ZUKIWORLD Online | Suzuki 4x4 Editorial and Forum
ZUKIWORLD Discussion Forum => Technical Discussion - Performance / Modify => Topic started by: wildgoody on October 22, 2009, 08:22:43 PM
-
Looking at the options that are available now for gearing.
What would work better, the low diff gears, that I have
5.83, or change to the 5.13 and get the low range box
that goes between the trans and T-case from TT I think?
to get the gear ratios right for 33-35 inch tires
Does it make a difference where the reduction takes place?
Seems to me that lower diff gears would put less stress on
drive shafts than a reduction in the trans/t-case
Anyone know???
Wild
-
Well here is my take....
By doing any kind of gear reduction, ie Diffs/transfer, you are merely increasing your torque at that point forward. So like you say if you do it in the Tcase then your driveline will be subjected to more torque, or "stress". If you do it at the diff then your axles will be the only one taking the additional torque.

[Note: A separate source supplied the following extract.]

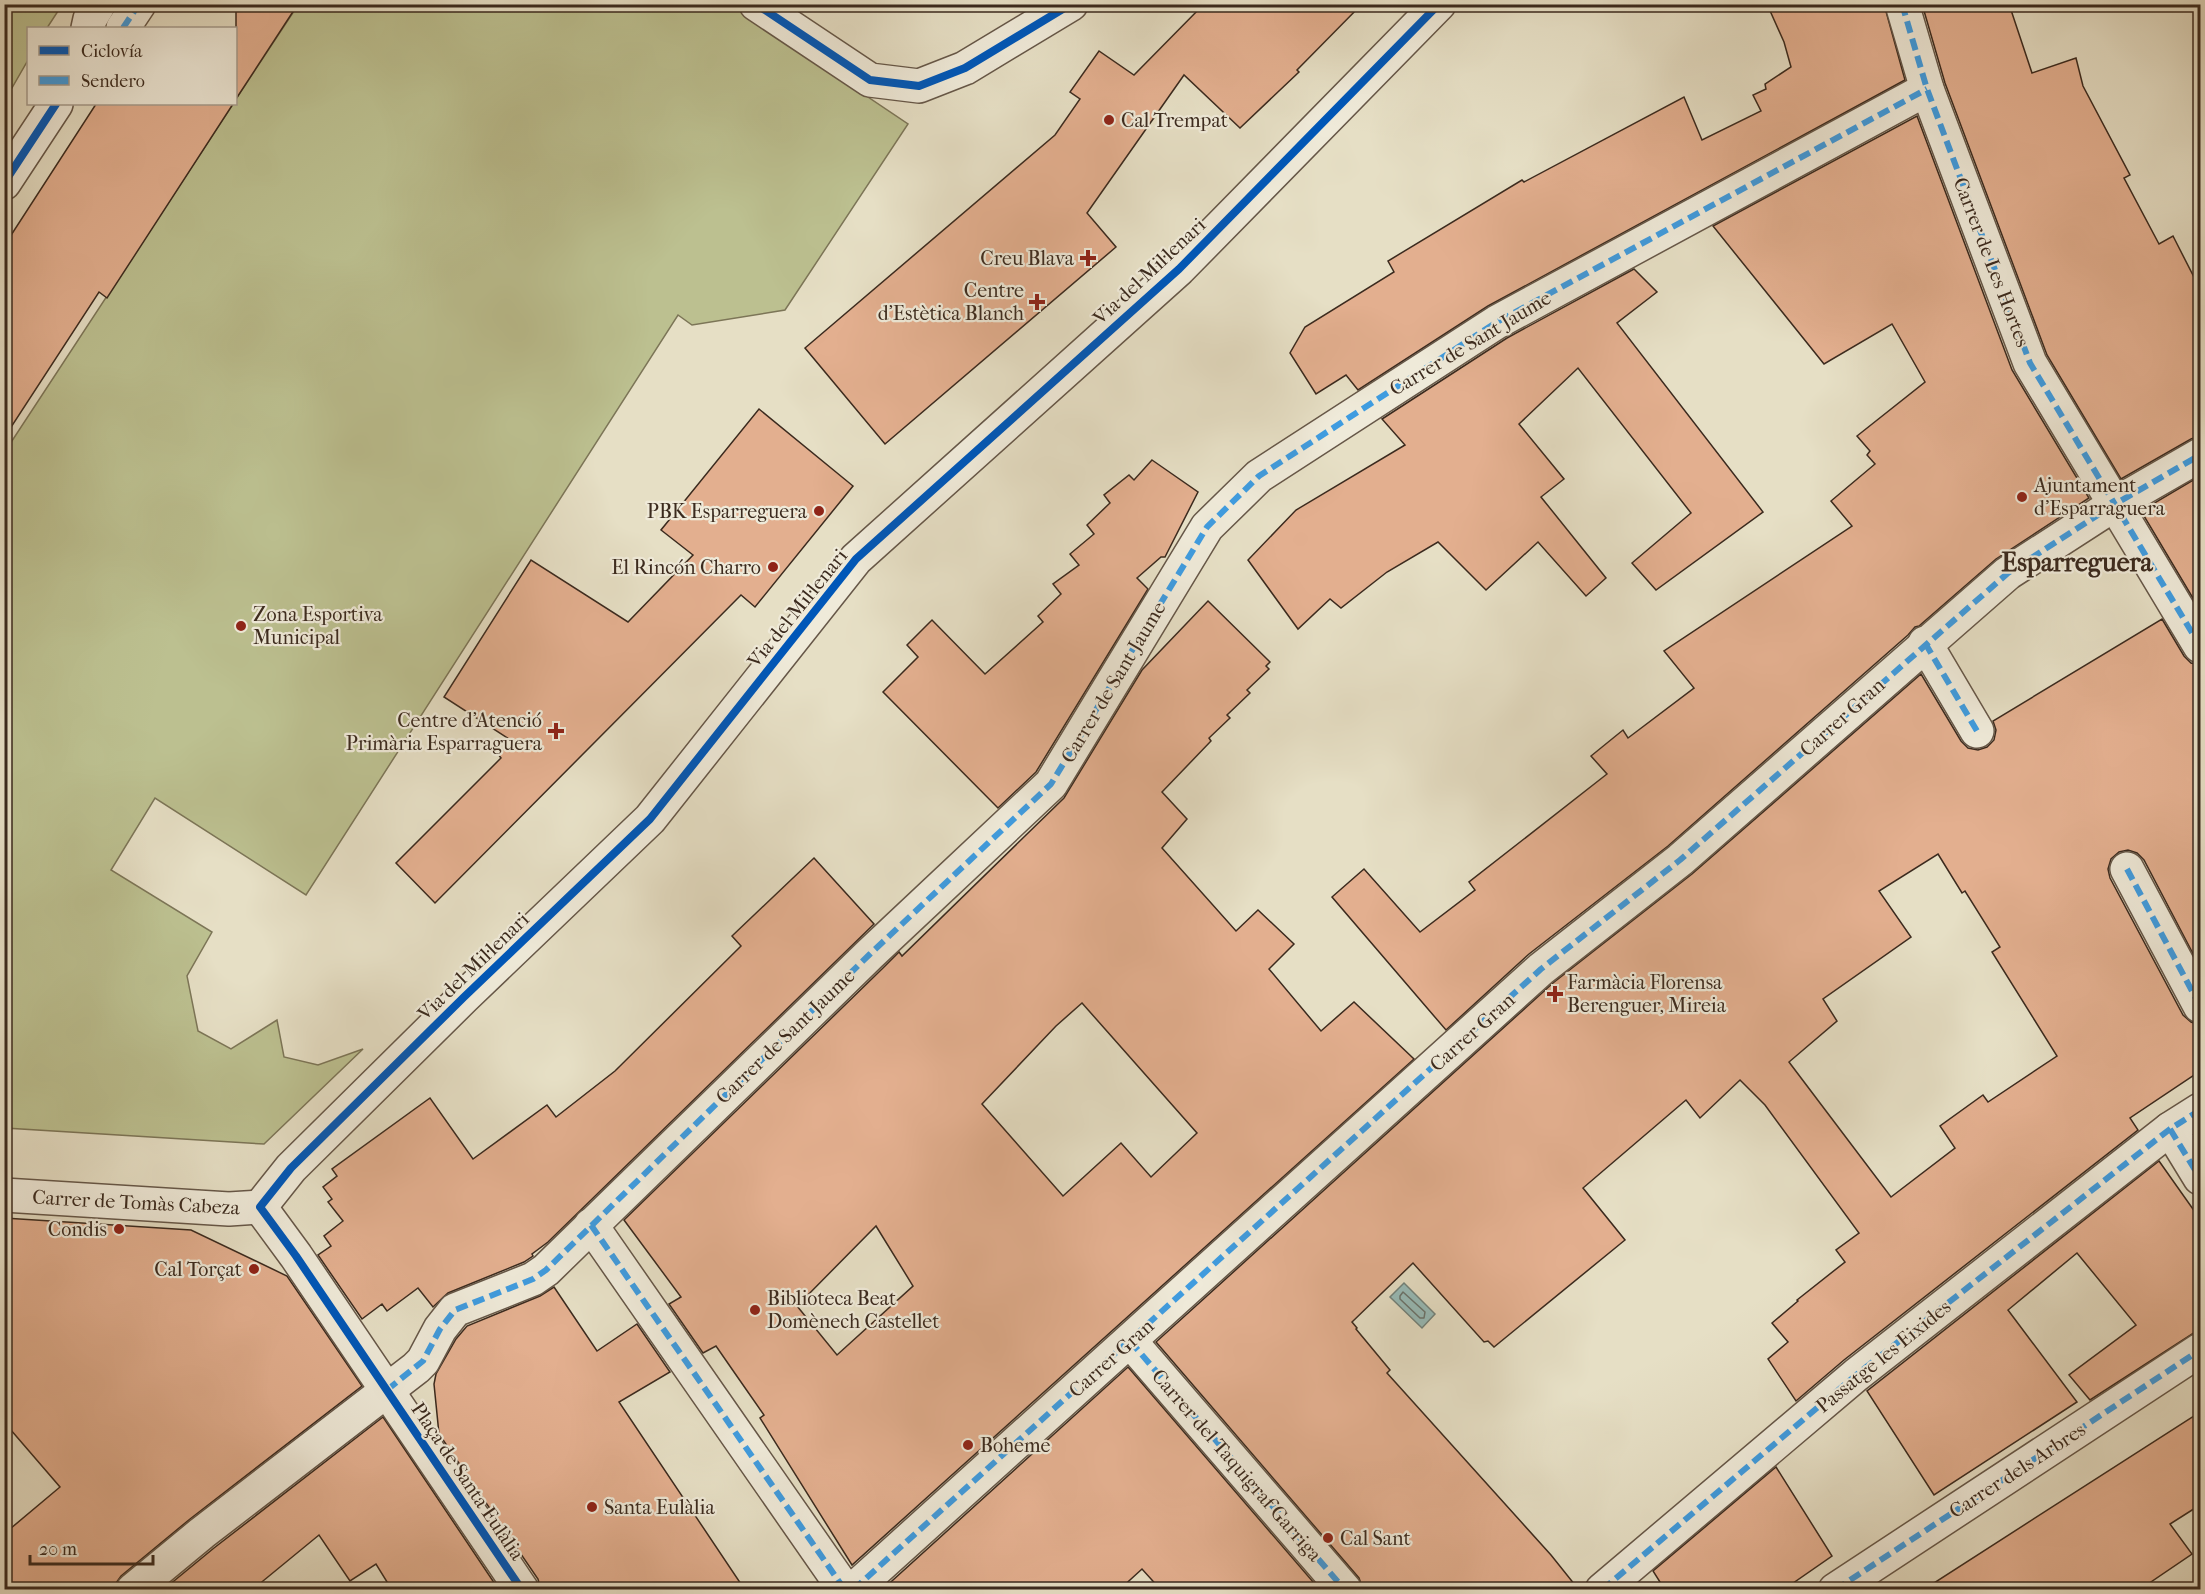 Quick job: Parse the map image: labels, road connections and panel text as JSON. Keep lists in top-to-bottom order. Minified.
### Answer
{"streets":{"street":["Carrer de Les Hortes","Via del Mil·lenari","Carrer de Sant Jaume","Carrer Gran","Carrer de Tomàs Cabeza","Passatge les Eixides","Carrer del Taquigraf Garriga","Carrer dels Arbres","Plaça de Santa Eulàlia"]},"crossings":[["Carrer de Les Hortes","Carrer de Sant Jaume"],["Carrer de Les Hortes","Carrer Gran"],["Via del Mil·lenari","Carrer de Tomàs Cabeza"],["Carrer de Sant Jaume","Carrer de Tomàs Cabeza"],["Carrer de Sant Jaume","Plaça de Santa Eulàlia"],["Carrer Gran","Carrer del Taquigraf Garriga"],["Carrer de Tomàs Cabeza","Plaça de Santa Eulàlia"]],"districts":["Esparreguera"],"places":{"other":["Cal Trempat","Ajuntament d'Esparraguera","PBK Esparreguera","El Rincón Charro","Zona Esportiva Municipal","Condis","Cal Torçat","Biblioteca Beat Domènech Castellet","Boheme","Santa Eulàlia","Cal Sant"],"health":["Creu Blava","Centre d'Estètica Blanch","Centre d'Atenció Primària Esparraguera","Farmàcia Florensa Berenguer, Mireia"]},"legend":["Ciclovía","Sendero"],"scale_bar":"20 m"}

As far as which one is better? Well idk. I think I would rather have the 1.5 reduction over the .7 reduction, but that could be more scenario based. I have had little experience with driveline breakage, and dont know what kind of limit the stock setup can take. I'm assuming that if they can handle the 4:1 gear set, then 1.5 reduction box should be fine.
-
Here is a good article from Trail Tough:
http://www.trailtough.com/index.php?view=article&catid=36:techinfo&id=60:gears&option=com_content&Itemid=60
While doing Suzuki Samurai transfer case gears is probably the biggest bang for the buck and a quick-fix, it is definitely a lousy way to try and create a reliable, trouble-free drivetrain. So think about this for a minute...you put on larger tires, so your pinion now becomes TWICE as hard to turn putting TWICE as much stress on the u-joints, transfer case mounts and the transfer case itself, as well as the brackets on the side of the frame that holds the transfer case in place. It leads to problem chasing such as having to use unnecessary large and heavy driveshafts, having the bolts pull out of the transfer case on the long arm side, having the mounting boss break off of the transfer case or having the short arm side bracket start to tear off of the frame rail. It is because you have given your transfer case up to 3 times as much power by putting in lower gears and now the transfer case wants to do flip-flops in its mount. Many people consider only the POWER issue of this equation as opposed to considering the STRESS LOADING situation as well. You need to change the ring and pinion gears also - relative to your tire size - which will make the driveshaft easy to turn again, taking all of the strain off of these parts - just like it was made from the factory when the smaller tires were on it. It is a mistake to do all of your gear reduction at one point. Especially that far up the mechanical chain. Do yourself a favor....reduce the ratio at the ring and pinions relative to the size tire you want to run, then select the transfer case gears that will best meet your 4-wheeling needs. By going this route, you will have a well thought out and trouble-free drivetrain, working well within the parameters of strain that the parts can and will reliably handle.
-
I can give you a little first hand info from my build. I have a Kick with 16v, auto, kicker 2 to Toy diffs with 5.29 running on 36"tires. If I only put the Kick box in low range(1.6 to 1) on the street with the rest in high I can only do about 40mph or so before the revs get too high. You would need to run numerically lower diff gears for the reduction box to work properly for you or stay with your 5.83 gears, either way it's a trade off. I chose to make mine good offroad and live with the onroad lack of power.